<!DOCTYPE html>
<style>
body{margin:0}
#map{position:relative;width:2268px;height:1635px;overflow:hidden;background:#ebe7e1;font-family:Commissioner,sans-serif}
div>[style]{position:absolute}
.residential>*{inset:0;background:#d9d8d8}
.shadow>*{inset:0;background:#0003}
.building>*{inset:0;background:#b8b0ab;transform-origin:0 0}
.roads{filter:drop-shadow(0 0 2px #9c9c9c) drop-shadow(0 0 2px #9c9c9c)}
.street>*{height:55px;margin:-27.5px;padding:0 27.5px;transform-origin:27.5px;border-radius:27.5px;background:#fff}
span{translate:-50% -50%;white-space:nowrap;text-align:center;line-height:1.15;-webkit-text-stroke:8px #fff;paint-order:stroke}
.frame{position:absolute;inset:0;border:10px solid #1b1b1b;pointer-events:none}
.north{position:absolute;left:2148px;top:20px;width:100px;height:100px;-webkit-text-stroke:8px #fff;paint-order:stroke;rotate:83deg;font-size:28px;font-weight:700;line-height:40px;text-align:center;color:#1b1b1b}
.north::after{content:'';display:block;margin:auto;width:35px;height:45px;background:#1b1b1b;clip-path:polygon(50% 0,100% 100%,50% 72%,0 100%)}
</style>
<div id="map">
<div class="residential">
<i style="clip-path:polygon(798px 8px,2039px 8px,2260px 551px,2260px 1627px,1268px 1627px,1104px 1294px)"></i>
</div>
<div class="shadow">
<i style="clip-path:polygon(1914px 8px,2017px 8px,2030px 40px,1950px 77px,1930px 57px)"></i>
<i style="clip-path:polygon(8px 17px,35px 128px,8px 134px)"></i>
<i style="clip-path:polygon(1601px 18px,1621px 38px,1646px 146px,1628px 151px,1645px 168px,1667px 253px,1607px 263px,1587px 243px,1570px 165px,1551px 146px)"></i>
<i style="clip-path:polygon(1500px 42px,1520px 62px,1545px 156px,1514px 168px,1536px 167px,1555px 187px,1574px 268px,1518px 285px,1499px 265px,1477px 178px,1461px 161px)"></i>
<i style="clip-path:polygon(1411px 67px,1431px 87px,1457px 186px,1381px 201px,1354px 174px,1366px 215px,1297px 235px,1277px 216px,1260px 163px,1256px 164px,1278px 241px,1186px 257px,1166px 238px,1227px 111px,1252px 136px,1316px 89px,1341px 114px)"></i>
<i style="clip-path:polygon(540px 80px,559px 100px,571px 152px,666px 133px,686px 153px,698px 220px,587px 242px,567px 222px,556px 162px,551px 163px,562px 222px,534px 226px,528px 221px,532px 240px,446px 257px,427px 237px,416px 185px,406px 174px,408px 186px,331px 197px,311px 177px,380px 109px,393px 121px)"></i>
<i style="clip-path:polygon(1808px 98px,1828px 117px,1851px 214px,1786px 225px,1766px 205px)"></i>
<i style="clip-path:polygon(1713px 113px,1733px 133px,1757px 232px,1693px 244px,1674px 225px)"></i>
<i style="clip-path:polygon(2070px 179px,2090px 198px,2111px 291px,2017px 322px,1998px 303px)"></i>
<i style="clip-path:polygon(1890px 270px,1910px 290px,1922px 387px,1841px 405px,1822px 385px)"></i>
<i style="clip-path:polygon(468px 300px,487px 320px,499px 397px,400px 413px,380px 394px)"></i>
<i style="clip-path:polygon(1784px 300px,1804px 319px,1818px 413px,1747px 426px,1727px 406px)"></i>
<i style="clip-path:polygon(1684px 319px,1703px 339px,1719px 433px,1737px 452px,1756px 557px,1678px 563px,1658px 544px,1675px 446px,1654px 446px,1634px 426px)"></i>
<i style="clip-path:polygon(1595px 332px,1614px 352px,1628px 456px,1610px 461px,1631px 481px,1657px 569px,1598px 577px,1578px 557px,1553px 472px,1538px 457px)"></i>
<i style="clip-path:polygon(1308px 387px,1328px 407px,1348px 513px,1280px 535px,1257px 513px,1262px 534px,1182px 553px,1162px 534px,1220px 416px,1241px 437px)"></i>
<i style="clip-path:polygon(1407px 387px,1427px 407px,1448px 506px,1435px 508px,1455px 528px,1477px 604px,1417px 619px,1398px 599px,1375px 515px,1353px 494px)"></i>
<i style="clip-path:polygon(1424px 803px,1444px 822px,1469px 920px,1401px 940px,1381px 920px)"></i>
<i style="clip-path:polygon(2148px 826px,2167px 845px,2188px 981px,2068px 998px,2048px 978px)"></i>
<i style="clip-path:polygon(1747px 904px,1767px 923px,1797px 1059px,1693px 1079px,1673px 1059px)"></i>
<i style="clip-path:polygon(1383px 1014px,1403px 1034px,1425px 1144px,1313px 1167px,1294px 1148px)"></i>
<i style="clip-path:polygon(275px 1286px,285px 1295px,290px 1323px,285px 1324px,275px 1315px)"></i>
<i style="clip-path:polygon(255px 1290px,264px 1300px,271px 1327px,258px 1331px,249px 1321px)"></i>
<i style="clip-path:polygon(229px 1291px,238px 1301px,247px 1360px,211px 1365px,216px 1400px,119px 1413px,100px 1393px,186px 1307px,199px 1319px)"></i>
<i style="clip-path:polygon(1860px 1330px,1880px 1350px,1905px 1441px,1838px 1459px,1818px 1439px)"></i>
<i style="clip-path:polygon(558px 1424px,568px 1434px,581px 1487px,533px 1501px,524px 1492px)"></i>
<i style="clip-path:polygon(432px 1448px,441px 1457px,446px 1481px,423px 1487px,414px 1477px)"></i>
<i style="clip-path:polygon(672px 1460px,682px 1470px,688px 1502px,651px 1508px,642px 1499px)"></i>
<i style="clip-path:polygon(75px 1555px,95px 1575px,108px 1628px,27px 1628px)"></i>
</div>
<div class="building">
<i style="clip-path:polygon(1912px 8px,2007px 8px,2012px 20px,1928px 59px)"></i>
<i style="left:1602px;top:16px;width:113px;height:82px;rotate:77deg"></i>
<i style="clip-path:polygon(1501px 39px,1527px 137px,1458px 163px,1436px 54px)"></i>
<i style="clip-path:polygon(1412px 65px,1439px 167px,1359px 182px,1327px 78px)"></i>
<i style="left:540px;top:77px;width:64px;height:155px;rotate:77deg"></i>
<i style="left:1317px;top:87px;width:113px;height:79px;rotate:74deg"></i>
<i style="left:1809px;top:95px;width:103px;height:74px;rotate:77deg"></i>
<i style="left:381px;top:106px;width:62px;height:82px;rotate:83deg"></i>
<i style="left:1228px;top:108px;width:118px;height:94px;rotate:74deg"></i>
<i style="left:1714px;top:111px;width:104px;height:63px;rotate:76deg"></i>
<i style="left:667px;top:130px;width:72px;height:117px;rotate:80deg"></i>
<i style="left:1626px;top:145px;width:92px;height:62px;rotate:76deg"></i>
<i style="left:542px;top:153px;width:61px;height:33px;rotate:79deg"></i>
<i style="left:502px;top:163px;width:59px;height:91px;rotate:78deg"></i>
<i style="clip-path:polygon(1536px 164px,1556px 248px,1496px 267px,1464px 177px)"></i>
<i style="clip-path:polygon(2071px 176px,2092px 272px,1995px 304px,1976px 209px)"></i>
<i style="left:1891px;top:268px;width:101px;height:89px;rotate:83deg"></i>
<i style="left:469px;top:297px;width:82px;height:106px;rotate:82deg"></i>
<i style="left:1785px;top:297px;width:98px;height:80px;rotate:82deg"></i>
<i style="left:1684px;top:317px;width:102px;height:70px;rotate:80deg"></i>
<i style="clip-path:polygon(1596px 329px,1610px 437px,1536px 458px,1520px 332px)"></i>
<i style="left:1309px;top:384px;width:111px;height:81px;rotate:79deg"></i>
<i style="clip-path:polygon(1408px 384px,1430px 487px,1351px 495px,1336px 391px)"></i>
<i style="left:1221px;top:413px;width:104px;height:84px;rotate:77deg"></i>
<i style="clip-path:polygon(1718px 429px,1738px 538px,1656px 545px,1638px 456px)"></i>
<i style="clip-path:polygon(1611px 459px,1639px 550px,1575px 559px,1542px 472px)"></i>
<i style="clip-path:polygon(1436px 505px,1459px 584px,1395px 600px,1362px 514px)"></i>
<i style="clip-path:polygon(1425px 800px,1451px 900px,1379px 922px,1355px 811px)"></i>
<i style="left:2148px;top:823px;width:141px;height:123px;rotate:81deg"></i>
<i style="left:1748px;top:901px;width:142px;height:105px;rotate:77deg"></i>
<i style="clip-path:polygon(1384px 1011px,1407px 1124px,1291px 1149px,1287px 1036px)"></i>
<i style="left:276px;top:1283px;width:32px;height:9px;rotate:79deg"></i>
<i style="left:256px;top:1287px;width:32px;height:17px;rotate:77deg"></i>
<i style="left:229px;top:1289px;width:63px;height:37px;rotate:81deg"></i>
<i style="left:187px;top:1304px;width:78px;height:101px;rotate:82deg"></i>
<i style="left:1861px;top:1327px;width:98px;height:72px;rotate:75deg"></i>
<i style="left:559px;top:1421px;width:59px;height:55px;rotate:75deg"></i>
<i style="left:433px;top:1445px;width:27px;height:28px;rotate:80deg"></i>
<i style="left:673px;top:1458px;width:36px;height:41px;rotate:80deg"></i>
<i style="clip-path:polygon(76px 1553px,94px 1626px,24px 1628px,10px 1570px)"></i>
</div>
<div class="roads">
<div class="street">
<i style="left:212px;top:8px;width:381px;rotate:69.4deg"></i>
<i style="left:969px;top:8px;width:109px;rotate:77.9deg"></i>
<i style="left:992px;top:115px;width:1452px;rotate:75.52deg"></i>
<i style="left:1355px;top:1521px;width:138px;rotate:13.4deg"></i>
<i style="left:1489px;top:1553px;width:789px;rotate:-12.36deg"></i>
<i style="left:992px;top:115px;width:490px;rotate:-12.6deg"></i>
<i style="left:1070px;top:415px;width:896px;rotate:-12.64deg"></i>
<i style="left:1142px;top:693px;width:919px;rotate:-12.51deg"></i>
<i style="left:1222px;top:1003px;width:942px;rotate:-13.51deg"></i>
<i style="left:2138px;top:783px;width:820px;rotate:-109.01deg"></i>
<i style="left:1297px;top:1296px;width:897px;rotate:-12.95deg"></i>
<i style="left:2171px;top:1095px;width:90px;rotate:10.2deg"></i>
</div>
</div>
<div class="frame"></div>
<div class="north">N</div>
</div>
-.-.-
#### [Work to be completed]
Could you return every line from the entries above in which the string "roads" occurs?

#### [The answer]
.roads{filter:drop-shadow(0 0 2px #9c9c9c) drop-shadow(0 0 2px #9c9c9c)}
<div class="roads">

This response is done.